By Tricia Wright
LONDON (Reuters) - Britain's top shares fell on Wednesday after a sell-off on Wall Street unsettled investors, with credit checker Experian leading the UK market lower on concerns about headwinds facing the company.
The FTSE 100 was down 22.57 points, or 0.3 percent, at 6,775.99 points by 0937 BST, having shed 0.4 percent on Tuesday, retreating further from a two-month closing high set on Friday.
Its falls reflected weakness on Wall Street, where Twitter led a rout in tech stocks with a 17.8 percent tumble after the expiration of a six-month lock-up period for early investors.
Experian shed 5 percent after reporting full-year results. While its annual earnings beat expectations, traders focused on comments from Chief Executive Don Robert.
He said that soccer's World Cup in Brazil, which will divert attention from the company's consumer services, and changes to Experian's North American consumer business would constrain growth in the first half.
Equity markets have been buoyed in the past weeks by a burst of deal-making and bids largely in the healthcare sector, which have offset a lacklustre corporate earnings season.
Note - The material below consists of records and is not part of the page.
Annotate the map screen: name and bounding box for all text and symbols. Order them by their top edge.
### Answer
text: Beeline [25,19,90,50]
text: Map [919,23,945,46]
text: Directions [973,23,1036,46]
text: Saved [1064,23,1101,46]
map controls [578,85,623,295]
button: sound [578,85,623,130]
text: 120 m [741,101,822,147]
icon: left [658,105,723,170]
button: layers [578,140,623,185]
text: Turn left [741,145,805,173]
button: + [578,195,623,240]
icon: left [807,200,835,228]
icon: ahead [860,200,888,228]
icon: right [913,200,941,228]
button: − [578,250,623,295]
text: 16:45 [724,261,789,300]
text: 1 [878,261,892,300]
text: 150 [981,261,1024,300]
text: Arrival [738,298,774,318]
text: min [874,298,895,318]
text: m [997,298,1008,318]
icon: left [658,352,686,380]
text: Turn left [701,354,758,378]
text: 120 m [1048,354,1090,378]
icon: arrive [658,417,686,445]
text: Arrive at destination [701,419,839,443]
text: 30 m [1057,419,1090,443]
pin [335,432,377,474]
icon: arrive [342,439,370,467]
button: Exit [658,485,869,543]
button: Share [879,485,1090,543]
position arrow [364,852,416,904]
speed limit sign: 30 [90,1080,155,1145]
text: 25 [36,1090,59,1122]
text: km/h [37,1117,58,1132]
With just over half of the reporting season wrapped up, roughly 47 percent of STOXX Europe 600 companies which reported through May 6 have missed analyst forecasts, the worst performance since the first quarter of 2013, StarMine data showed.
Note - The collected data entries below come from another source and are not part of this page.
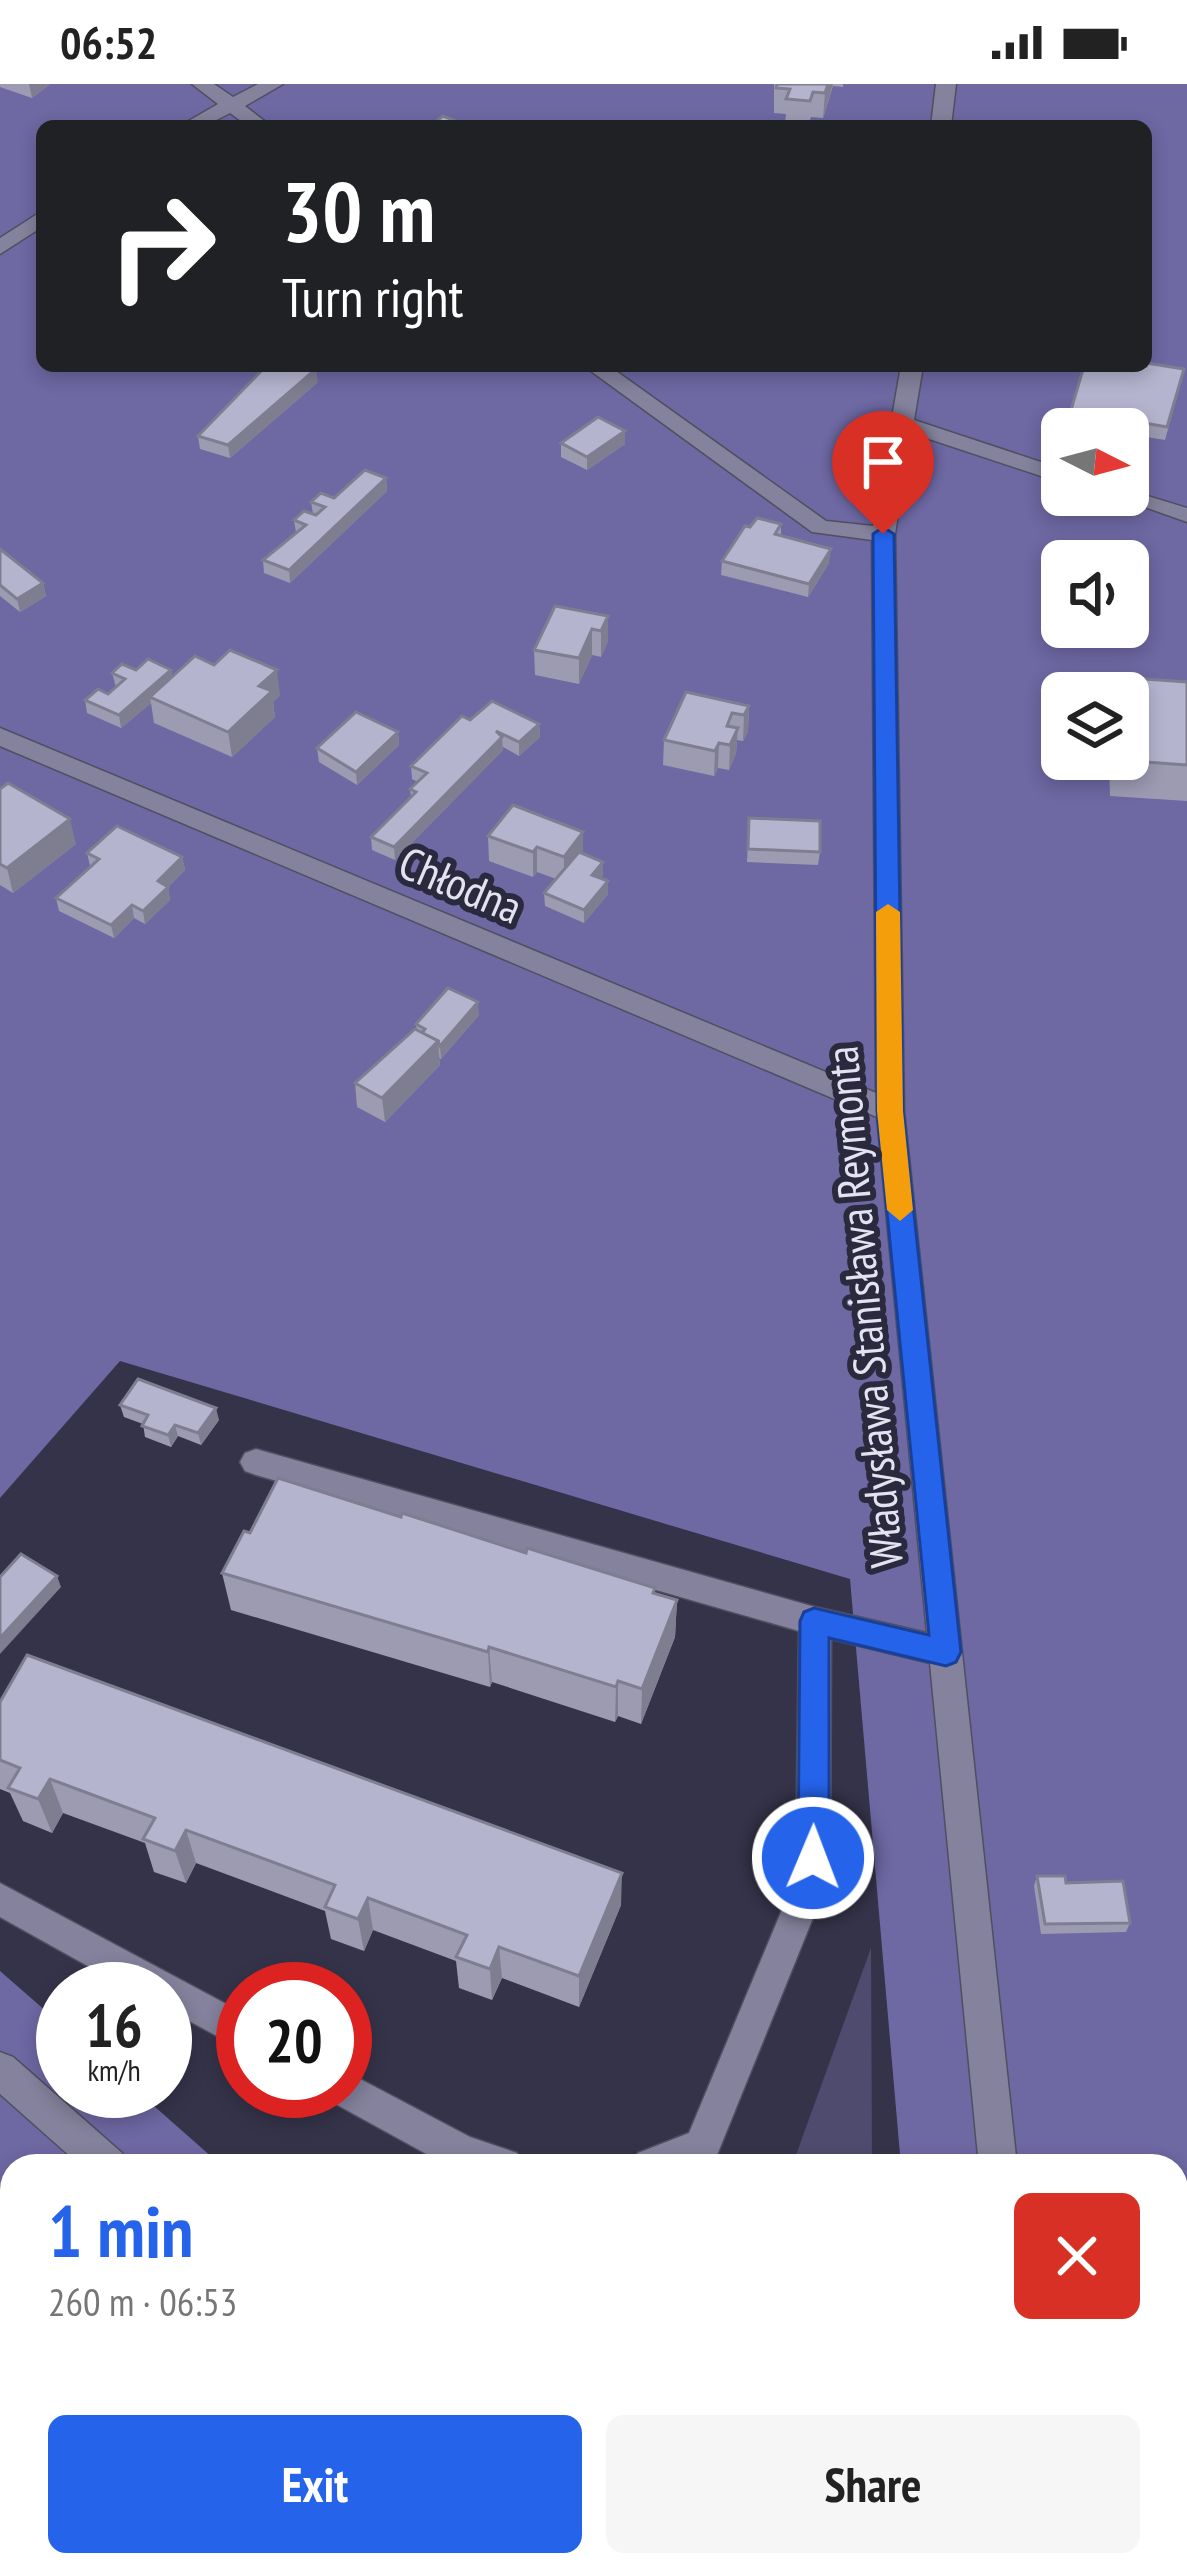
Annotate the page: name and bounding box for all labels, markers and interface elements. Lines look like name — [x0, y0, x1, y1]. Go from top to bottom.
text: 06:52 — [60, 13, 157, 71]
text: 30 m — [282, 156, 435, 265]
icon: right — [84, 168, 240, 324]
text: Turn right — [282, 262, 463, 332]
north arrow — [1041, 408, 1149, 516]
map controls — [1041, 408, 1149, 780]
pin — [832, 411, 934, 534]
icon: arrive — [850, 429, 916, 495]
button: sound — [1041, 540, 1149, 648]
button: layers — [1041, 672, 1149, 780]
street label: Chłodna — [391, 832, 531, 936]
street label: Władysława Stanisława Reymonta — [811, 1044, 915, 1570]
position arrow — [750, 1795, 876, 1921]
speed limit sign: 20 — [216, 1962, 372, 2118]
text: 16 — [85, 1986, 143, 2064]
text: km/h — [87, 2050, 141, 2089]
text: 1 min — [48, 2184, 193, 2277]
button: close — [1014, 2193, 1140, 2319]
text: 260 m · 06:53 — [48, 2276, 237, 2327]
button: Exit — [48, 2415, 582, 2553]
button: Share — [606, 2415, 1140, 2553]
Analysts said a rebound in corporate dealmaking could offset concerns surrounding UK companies in terms of lofty valuations and a slashing of analyst forecasts, but added that the FTSE 100 was likely to be stuck in a range in the near term.
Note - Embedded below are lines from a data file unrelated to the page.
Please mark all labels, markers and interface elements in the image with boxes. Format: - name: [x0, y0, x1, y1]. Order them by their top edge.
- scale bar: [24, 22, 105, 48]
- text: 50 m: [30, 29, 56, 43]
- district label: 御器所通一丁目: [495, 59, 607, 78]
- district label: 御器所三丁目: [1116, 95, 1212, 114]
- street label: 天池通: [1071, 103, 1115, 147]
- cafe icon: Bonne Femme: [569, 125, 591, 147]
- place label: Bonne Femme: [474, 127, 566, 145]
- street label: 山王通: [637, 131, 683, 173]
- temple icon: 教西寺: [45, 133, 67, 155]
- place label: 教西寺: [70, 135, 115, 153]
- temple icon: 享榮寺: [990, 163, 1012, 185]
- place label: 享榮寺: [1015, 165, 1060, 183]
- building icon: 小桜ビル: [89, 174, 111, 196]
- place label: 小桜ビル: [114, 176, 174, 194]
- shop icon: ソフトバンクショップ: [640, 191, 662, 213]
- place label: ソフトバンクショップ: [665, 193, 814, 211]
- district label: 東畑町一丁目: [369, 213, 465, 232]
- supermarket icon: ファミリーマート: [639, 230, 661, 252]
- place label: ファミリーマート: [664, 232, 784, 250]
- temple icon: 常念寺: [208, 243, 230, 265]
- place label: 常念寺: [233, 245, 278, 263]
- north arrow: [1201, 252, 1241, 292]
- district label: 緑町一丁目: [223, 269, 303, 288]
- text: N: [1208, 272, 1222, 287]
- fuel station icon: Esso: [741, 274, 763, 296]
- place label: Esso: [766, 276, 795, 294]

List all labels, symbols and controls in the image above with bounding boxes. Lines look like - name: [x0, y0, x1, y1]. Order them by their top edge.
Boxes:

The index is trading on a 12-month forward price/earnings ratio of about 13 times, against its five-year average of 11 times, Thomson Reuters Datastream shows. Meanwhile, analysts have been steadily lowering profit forecasts since the start of 2014, data from Thomson Reuters Datastream shows.
Peel Hunt equity strategist Ian Williams saw little scope for gains on the UK benchmark until at least mid-year, enabling earnings to catch up.
"Valuations have come as far as they can in the short term purely on an earnings basis so it does require that corporate activity to add a bit of upside potential."
In a relatively quiet day in terms of UK blue-chip deal making, German engineering giant Siemens said it was buying energy assets from Rolls-Royce for roughly 950 million euros (779.6 million pounds). Rolls-Royce slipped 0.9 percent.
British grocer J Sainsbury rose 1.5 percent after posting a better than expected 5.3 percent rise in annual profit - although this was its slowest growth in nearly a decade, illustrating the pressure the industry is under to cut prices and stem the rise of the discounters.
The supermarket group is the most shorted stock on the UK benchmark, with 10.2 percent of its shares out on loan, according to data from Markit.
"Overall, issues from low-cost rivals remain and I would expect the shares to move back below 300 pence towards my six-month target of 275 pence," Jordan Hiscott, senior trader at ayondo markets, said.
Sector peer Wm Morrison was the second-top FTSE 100 faller, off 4.8 percent, as it traded without the attraction of its latest dividend - along with Bunzl, BP, Rexam, and Unilever.